*WHAT YOU HAVE TO DO:* Check which lines in the records hold "position" and report how many there are, with no other text.

═════ DATA TO USE

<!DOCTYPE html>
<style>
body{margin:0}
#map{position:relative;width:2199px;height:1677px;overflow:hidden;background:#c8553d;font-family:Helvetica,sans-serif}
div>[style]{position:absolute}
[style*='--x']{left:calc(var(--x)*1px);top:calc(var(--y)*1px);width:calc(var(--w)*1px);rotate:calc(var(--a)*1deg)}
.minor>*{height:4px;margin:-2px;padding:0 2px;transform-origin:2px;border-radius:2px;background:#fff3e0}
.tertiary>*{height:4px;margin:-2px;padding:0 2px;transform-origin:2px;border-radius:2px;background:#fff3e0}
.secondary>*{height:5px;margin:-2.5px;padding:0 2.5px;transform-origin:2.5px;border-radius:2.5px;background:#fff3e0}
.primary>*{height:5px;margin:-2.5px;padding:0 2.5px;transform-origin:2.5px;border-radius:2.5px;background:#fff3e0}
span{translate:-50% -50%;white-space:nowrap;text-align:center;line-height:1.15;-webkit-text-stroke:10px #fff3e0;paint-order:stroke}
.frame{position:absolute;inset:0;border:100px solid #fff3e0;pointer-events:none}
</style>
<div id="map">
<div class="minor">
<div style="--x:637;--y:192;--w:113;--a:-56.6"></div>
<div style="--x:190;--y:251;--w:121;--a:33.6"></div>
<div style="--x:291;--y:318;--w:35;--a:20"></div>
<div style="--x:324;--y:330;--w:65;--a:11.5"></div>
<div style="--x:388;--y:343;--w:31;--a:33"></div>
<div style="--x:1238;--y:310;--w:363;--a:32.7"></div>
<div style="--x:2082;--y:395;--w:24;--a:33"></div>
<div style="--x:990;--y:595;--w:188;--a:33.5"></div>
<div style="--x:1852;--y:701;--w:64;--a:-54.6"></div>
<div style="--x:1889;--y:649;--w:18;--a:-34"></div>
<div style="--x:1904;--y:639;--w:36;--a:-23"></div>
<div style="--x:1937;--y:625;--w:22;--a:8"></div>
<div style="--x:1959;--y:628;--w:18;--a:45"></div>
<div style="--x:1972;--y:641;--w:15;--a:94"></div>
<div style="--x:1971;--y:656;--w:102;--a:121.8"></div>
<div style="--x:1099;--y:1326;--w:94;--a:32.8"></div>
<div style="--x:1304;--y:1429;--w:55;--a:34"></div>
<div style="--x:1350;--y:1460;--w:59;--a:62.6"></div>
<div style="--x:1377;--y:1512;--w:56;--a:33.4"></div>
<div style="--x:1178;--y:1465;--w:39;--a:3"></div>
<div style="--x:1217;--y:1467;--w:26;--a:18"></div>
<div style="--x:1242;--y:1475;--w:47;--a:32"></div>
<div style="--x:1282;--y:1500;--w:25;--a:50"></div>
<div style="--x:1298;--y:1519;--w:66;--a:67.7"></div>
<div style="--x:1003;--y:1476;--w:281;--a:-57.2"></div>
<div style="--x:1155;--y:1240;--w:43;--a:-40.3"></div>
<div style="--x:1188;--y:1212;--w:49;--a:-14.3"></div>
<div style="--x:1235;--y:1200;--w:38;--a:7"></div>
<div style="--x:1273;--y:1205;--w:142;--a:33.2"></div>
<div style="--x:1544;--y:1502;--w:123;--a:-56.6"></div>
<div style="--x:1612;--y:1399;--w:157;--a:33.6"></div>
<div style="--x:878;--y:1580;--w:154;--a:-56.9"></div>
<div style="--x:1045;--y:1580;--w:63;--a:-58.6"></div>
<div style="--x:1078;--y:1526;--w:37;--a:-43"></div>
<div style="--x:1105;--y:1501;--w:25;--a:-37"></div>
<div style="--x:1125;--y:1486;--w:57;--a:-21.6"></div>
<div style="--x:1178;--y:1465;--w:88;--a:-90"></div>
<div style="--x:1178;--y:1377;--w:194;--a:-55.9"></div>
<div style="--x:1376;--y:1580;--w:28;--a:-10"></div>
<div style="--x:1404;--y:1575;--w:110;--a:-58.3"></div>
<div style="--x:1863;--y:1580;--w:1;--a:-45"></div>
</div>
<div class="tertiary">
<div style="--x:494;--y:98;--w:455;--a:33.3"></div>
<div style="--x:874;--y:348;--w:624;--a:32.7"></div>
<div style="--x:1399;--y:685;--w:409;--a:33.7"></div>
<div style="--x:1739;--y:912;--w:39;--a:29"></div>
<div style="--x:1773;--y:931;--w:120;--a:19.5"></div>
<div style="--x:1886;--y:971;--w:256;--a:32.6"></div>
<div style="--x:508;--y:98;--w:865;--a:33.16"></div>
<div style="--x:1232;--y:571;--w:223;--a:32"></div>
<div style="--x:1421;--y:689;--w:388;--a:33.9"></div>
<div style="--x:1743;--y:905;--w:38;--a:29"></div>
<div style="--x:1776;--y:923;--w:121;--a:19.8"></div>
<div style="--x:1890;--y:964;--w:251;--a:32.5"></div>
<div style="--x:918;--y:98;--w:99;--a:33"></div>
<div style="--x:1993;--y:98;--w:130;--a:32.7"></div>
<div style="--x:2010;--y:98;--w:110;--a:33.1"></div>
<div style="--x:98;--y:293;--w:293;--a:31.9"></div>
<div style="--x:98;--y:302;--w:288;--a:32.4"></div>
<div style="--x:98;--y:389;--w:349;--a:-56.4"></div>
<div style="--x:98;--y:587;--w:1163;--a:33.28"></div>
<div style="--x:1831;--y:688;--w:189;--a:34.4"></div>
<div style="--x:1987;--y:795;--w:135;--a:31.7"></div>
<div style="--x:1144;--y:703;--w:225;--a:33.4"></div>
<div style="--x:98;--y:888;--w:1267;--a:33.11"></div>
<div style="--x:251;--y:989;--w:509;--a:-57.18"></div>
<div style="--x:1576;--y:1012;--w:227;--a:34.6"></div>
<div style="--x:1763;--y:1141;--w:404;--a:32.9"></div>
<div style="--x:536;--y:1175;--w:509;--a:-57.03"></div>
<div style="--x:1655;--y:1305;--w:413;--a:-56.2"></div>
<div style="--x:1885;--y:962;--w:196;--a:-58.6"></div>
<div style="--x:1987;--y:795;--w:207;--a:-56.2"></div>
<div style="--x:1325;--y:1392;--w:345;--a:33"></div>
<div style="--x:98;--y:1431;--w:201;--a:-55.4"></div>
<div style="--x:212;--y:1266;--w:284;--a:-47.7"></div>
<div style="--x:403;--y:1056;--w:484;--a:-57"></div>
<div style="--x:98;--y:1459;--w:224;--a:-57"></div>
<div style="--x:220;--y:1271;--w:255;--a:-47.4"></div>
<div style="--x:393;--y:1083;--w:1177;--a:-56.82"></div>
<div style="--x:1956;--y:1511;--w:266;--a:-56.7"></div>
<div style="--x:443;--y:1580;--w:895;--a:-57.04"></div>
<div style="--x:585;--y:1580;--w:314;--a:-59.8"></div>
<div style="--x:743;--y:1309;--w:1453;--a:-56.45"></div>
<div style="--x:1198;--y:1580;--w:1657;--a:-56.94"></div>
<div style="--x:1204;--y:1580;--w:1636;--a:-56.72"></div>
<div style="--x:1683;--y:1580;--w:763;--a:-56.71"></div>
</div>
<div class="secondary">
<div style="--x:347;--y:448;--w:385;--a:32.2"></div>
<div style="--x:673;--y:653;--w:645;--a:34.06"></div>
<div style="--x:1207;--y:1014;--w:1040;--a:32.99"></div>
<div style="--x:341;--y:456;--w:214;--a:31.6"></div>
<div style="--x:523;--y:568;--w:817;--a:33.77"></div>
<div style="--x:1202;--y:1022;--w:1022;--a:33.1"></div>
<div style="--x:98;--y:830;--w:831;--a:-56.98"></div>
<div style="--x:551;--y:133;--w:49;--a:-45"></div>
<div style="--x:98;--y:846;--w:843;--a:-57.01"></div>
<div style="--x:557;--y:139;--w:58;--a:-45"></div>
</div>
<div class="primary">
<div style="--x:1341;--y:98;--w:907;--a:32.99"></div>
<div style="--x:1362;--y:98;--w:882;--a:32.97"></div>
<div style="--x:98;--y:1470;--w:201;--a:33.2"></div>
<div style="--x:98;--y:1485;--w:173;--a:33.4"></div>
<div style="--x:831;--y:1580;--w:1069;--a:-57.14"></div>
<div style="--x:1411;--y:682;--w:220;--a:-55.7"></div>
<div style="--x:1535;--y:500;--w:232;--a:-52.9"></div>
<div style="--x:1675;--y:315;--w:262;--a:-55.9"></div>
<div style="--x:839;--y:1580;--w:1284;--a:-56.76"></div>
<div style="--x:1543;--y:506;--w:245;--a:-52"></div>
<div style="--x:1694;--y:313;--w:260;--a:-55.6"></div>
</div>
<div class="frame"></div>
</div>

══════════

*OUTPUT FOR THIS EXERCISE:* 3